Protective effect of cobalt protoporphyrin-induced the strong expression of heme oxygenase-1 on islet xenotransplant
- VernacularTitle:钴原卟啉诱导血红素氧化酶-1表达上调对异种移植胰岛的保护作用
- Author:
Zhengyun ZHANG
;
Xi CHEN
;
Chang SU
;
Weiqiong GU
;
Hongwei LI
;
Guangwen ZHOU
- Publication Type:Journal Article
- Keywords:
Islets of langerhans transplantation;
Transplantation,heterologous;
Graft rejeetion;
Heme oxygenase
- From:
Chinese Journal of Organ Transplantation
2008;29(6):343-345
- CountryChina
- Language:Chinese
-
Abstract:
Objective To analyze the dose-effect relationship between cobalt protoporphyrin (CoPP) and heme oxygenase-1 (HO-1) expression in islets and to investigate the protective effect of strongly expression of HO-1 in islet xenotransplantation. Methods Donor islets isolated and purified from SD rats were randomly divided into 5 groups and incubated with different doses of CoPP for 24 h.Group A: 0 mmol/L; Group B: 5 mmol/L; Group C: 25 mmol/L; Group D: 50 mmol/L; Group E:75 mmol/L. The expression of HO-1 mRNA and protein in islets was detected by RT-PCR and Western blot respectively. Glucose of low and high concentrations was added to islets in vitro to test insulin-releasing function.
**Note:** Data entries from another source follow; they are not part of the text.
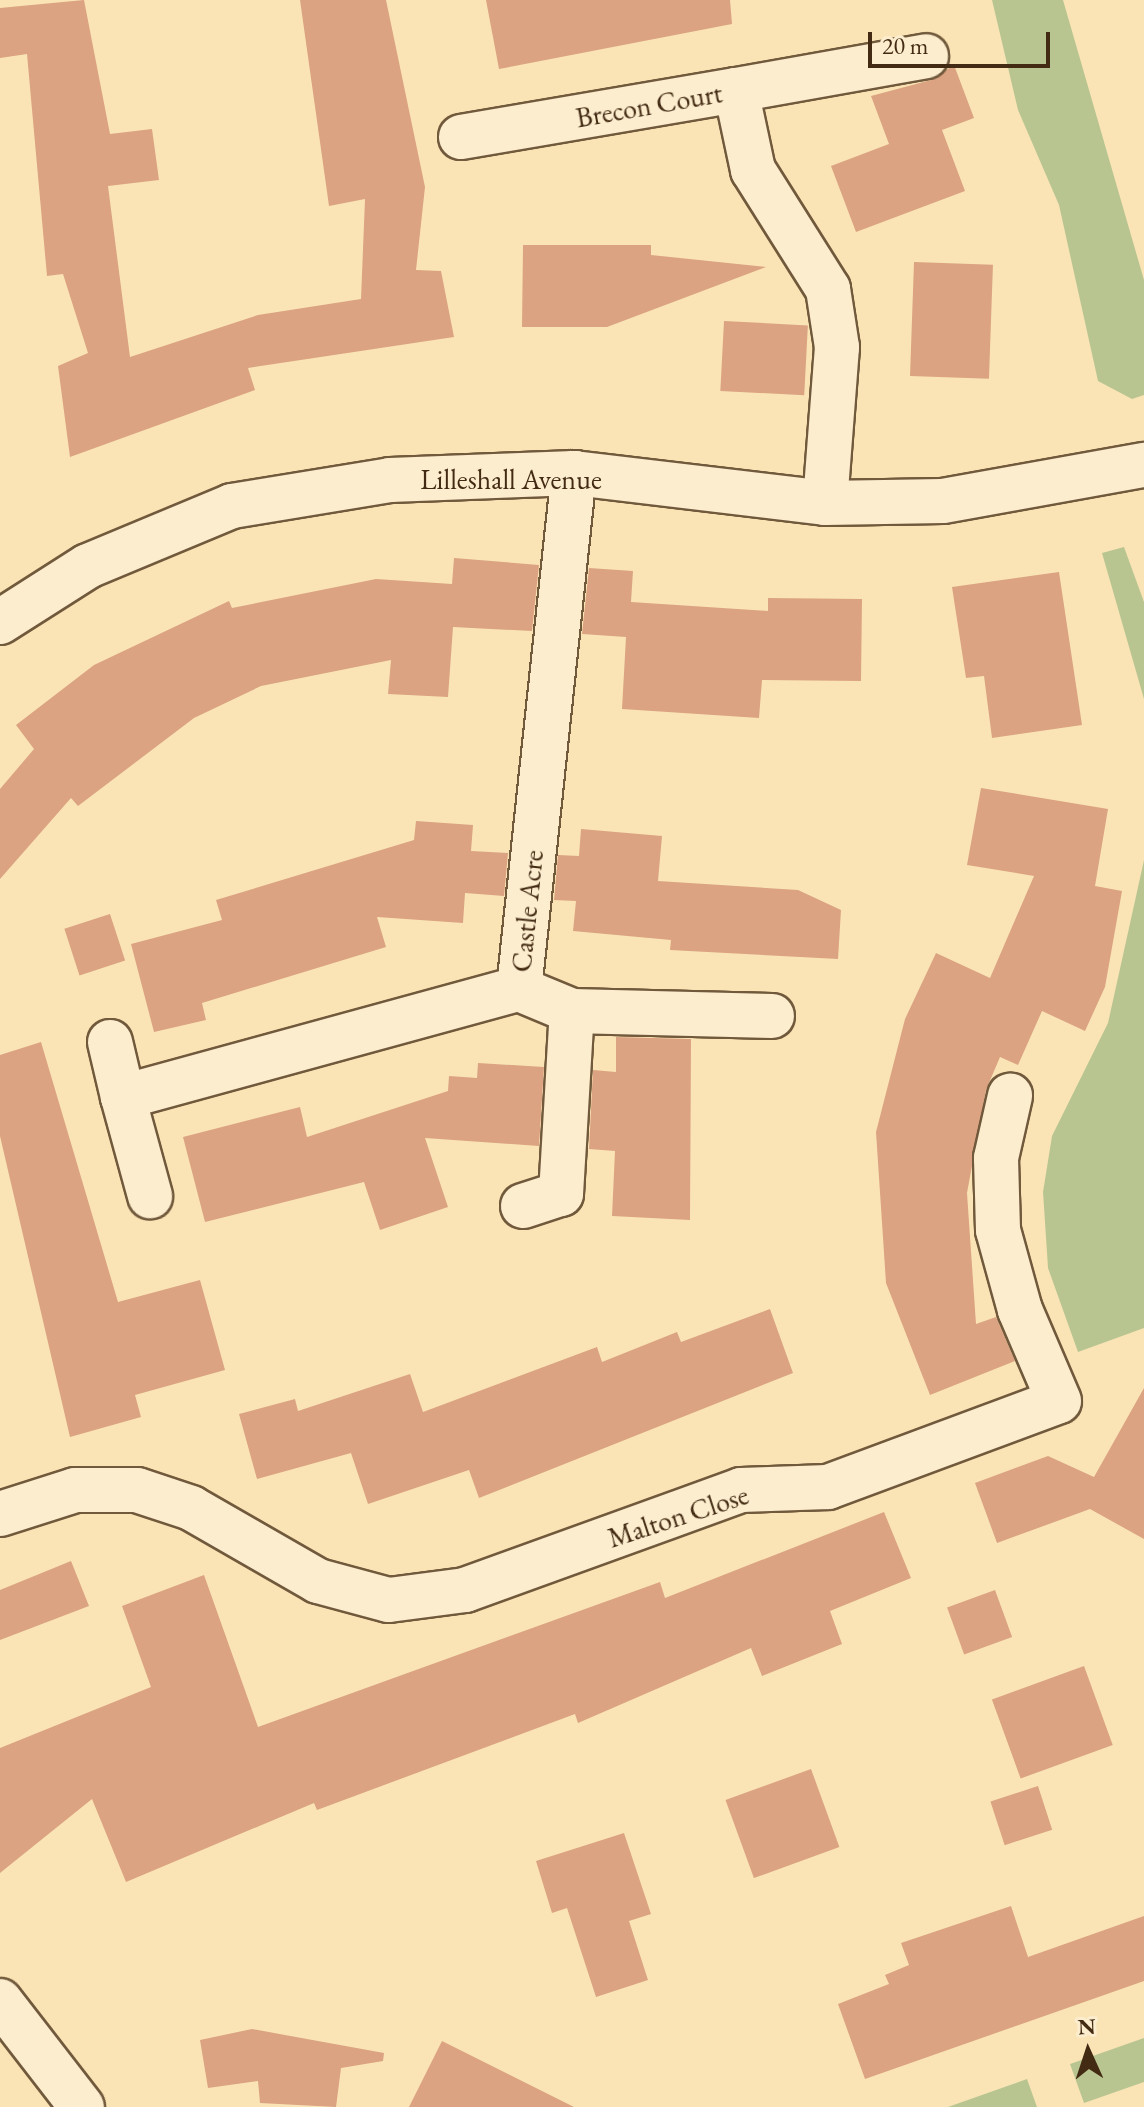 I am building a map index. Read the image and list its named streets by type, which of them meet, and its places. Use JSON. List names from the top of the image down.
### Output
{
  "streets": {
    "street": [
      "Brecon Court",
      "Lilleshall Avenue",
      "Castle Acre",
      "Malton Close"
    ]
  },
  "crossings": [
    ["Brecon Court", "Lilleshall Avenue"],
    ["Lilleshall Avenue", "Castle Acre"]
  ],
  "scale_bar": "20 m",
  "north": "top"
}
The optimal dose of CoPP which could induce the strongest HO-1 expression was chosen according to the results. Recipients were randomly divided into 2 groups. Control group received untreated xeno-islets, and the experimental group received islets incubated with optimal CoPP close in vitro. Glycemia and rejection were observed after transplantation daily. Results The expression of HO-1 mRNA and protein in xeno-islets of group D was significantly higher than in other groups (P<0.05). After stimulation of glucose, the insulin concentration in group D was significantly higher than in other groups (P<0.05). The optimal dose of CoPP which could induce the strongest HO-1 expression was 50 mmol/L. The time for normoglyeemia in experimental group was (14.63±1.19) days, significantly longer than that in control group (9.88±2.17)days (P<0.01). Conclusion The strongest expression of HO-1 induced by CoPP in vitro promotes the glucose-stimulated insulin secretion of islets and prolonged the survival of xeno-islet grafts by protecting them from rejection.